Natalia Litvinova (born 1986, Gomel, Belarusian SSR) is an Argentinian writer and editor of Belarusian origins, working in the fields of poetry and translation.

== Life and writing ==

Litvinova was born in Gomel, Belarus, in 1986. In the 1990s, when she was about to turn 10 years old, her family decided to emigrate to Buenos Aires.
She began writing poems inspired by the poetry of Federico Garcia Lorca and the oral tradition, including elements such as stories, jokes, and songs. At twenty years old, she attended a workshop led by the Argentinian poet Javier Galarza.

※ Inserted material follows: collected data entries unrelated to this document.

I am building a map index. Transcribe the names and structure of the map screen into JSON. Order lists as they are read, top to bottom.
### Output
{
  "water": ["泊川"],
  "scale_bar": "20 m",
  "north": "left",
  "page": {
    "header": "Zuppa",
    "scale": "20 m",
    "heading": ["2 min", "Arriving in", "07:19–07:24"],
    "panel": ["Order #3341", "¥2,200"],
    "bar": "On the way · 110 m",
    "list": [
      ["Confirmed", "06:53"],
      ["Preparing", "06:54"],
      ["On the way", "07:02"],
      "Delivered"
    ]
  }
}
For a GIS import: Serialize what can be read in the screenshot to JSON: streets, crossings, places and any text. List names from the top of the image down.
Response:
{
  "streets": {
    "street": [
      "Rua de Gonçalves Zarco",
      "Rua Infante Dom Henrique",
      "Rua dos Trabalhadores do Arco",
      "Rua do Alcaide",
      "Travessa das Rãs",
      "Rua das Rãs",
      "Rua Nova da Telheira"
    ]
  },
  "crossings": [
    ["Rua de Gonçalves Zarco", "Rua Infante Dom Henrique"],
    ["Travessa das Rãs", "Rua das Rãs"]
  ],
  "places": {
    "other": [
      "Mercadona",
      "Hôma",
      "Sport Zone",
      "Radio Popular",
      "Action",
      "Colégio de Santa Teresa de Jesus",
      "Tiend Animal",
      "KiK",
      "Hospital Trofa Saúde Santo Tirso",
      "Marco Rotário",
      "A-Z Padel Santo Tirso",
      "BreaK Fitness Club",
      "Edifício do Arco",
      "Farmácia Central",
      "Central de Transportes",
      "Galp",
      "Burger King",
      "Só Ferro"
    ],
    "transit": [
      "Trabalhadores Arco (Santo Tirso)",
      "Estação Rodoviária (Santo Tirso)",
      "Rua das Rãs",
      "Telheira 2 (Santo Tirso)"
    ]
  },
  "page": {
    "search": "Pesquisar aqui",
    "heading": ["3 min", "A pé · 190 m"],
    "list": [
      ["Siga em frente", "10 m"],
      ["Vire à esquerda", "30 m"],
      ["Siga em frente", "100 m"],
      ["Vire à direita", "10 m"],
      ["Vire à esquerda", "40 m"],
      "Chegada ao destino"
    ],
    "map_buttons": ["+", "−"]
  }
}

There she put together her first poetry collection, in which she describes certain events that happened in her childhood.

Litvinova has published 10 books of poetry written in Spanish to date, and will publish her debut novel in 2024. When she creates her work, Litvinova is inspired by authors who write about the experience of war and exile from different perspectives, as she herself identifies with these themes. Her most recent book is Soñka, manos de oro, published in 2022 by Spanish publisher La Bella Varsovia.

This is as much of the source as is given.